MACRA: Your New Future of Value-Based Delivery

By TKG’s Harshini Parvatha

Click here to read the original post on LinkedIn.

Recently, I had the pleasure of being a part of The Consortium for Southeastern Hypertension Control’s (COSEHC) annual board meeting and participated in an interactive discussion with Dr. Paul McGann, CMS Chief Medical Officer for Quality Improvement, Center for Clinical Standards and Quality. As most us are already aware of, he discussed the evolving state of the healthcare landscape, the involvement of commercial payers in the movement, and how CMS is starting to invest large money ($700 million) to improve the quality of care. As Dr. McGann asked the multiple providers in the audience the key factor needed for change, “incentives,” “value,” “collaboration” were terms tossed around the room. However, the key to facilitate change is really leadership. Under Secretary Sylvia Burwell’s vision and leadership, we need to learn our way into a better system, together by paying providers differently, delivering care efficiently, and distributing information as needed.

With the change in the delivery of care, a fundamental need arises to change culture and the way medicine is delivered. Typically, providers in the United States have been trained to over-test to ensure the protection of quality. As the healthcare landscape changes, providers need to re-train themselves to administer only necessary testing and to understand the new meaning of “value.”

In 2000, the CMS innovation center started with a clean slate, but by following the simple yet profound model of “identify, test, evaluate, scale,” multiple value-based initiatives and alternative payment models were introduced to the market. However, the multiple models and plans in the market have been acting in silos, creating an increasing burden on providers with mounting administrative paperwork and less time with their patients. CMS has been listening to these concerns, and introduced the Medicare Access and CHIP Re-authorization Act (MACRA). MACRA is a tremendous opportunity to break down the silos we see in the market between financial incentive plans and a chance to create a full population health approach by meaningfully tying together various value-based initiatives to support additional drivers down the road.

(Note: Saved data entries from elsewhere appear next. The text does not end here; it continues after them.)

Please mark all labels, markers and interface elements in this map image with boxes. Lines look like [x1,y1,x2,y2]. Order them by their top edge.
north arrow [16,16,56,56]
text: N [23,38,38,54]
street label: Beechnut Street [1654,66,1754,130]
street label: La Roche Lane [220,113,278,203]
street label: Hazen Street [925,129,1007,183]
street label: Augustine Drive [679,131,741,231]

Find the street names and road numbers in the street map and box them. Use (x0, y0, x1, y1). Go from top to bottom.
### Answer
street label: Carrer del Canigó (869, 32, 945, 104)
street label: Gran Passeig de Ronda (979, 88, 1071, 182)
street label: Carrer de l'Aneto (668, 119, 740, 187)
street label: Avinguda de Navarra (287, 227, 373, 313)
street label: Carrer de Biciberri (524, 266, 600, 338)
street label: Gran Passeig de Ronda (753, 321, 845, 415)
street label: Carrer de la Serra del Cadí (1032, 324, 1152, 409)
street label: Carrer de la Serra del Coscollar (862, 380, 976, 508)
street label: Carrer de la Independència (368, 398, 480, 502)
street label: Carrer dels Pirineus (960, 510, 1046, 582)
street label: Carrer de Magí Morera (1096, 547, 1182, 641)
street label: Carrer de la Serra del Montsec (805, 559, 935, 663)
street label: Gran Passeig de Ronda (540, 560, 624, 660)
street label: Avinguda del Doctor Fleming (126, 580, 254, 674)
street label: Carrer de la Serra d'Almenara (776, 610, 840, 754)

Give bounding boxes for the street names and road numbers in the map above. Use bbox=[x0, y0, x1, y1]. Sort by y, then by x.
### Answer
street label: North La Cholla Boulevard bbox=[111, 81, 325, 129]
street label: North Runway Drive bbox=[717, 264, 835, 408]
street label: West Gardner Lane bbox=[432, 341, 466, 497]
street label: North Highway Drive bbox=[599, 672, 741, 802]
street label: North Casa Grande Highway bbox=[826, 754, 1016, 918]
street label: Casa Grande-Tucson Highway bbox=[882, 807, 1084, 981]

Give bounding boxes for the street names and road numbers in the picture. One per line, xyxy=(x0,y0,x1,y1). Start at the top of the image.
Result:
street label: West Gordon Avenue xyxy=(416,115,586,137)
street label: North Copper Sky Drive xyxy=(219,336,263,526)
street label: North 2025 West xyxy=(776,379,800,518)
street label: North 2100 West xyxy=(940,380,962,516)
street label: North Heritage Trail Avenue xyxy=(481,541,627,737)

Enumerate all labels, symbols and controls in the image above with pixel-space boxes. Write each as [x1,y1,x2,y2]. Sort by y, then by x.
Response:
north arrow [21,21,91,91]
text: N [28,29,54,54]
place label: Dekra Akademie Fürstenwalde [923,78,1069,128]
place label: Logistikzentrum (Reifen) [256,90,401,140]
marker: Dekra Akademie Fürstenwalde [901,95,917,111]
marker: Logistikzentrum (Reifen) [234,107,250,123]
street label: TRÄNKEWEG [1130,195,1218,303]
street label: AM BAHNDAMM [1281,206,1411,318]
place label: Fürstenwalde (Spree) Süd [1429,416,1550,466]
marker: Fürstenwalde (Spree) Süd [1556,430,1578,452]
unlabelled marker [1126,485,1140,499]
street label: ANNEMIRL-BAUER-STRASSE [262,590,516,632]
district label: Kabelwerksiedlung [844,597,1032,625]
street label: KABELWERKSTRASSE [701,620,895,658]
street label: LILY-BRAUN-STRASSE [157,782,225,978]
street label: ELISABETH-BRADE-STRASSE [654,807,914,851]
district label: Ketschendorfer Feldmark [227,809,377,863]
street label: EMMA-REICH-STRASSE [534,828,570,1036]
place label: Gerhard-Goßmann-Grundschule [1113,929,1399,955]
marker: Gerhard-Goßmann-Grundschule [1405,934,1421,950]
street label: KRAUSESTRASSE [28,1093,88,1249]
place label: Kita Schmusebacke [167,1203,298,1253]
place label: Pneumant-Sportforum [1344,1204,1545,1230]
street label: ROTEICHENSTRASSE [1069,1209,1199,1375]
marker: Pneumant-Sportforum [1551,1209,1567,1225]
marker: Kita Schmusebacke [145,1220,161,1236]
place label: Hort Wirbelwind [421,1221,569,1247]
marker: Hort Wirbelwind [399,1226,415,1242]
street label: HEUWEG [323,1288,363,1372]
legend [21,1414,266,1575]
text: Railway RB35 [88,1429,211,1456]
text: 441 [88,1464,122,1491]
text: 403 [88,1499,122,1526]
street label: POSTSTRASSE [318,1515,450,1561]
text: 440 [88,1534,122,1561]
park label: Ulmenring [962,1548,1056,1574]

MACRA legislation has been signed into the law by Congress on April 16th, 2015 and CMS is currently translating the congress document to an implementable road map. MACRA repeals the Sustainable Growth Rate Physician Fee Schedule (PFS) from 1997 and defines two independent pathways to pay providers: The Merit-Based Incentive Payment System (MIPS) or Alternative Payment Models (APMs). Upon the implementation of MACRA, the separate application of payment adjustments for Physician Quality Reporting System (PQRS), Value-Based Payment Modifier (VM), and Meaningful Use of EHRs will sunset on December 31st, 2018.

Merit-Based Incentive Payment System:

Eligible professionals can participate in MIPs or meet the requirements to be a qualifying APM participant (the term “qualifying” is yet to be defined by CMS). As mentioned, MACRA streamlines the multiple individual quality and value programs for Medicare physicians into MIPS. The eligible providers for MIPs include physicians, physician assistants, nurse practitioners, clinical nurse specialists, and nurse anesthetists. Beginning January 1, 2019, CMS will assess the performance of eligible providers (EPs) during a performance period for measures and activities to determine a performance composite score in four weighted performance categories: quality (30%), resource use (30%), clinical practice improvement activities (15%), and meaningful use of certified EHR technology (25%). The Secretary is required to specify clinical practice improvement activities, some of which are expanded practice access, population management, care coordination, beneficiary engagement, patient safety, and alternative payment models. MACRA establishes a formula for calculating payment adjustment factors related to performance threshold and established “applicable percent” amounts and EPs receive a positive adjustment factor if their score is above the performance threshold and vice-versa.

Alternative Payment Models:

Beginning in 2019, for 6 years, 5% incentive payment will be provided to EPs who participate in certain types of APMs and who meet specified payment thresholds. It is important to note that the payment is made in a lump sum on an annual basis and EPs meeting certain criteria to receive APM incentive payment are excluded from the requirements of MIPS.

In addition, MIPS/APM provisions require the Secretary to engage the physician and eligible professional community to develop care episode groups, patient condition groups, and patient relationship categories, as well as provide technical assistance to small practices in rural areas, health professional shortage areas, and medically underserved areas with respect to the MIPS performance categories and to help practices transition to APMs.

In conclusion, it is worth mentioning that CMS recently announced that it has met the goal of “30% of providers’ payments in APMs by end of 2016” ten months early. MACRA will support this and will get us closer to HHS payment reform goals. The MACRA law has been determined but the regulations of it are yet to be developed.

The MACRA documents are available publicly and as a key member of the healthcare community. This is your chance to share your input with CMS to help shape the new future of healthcare.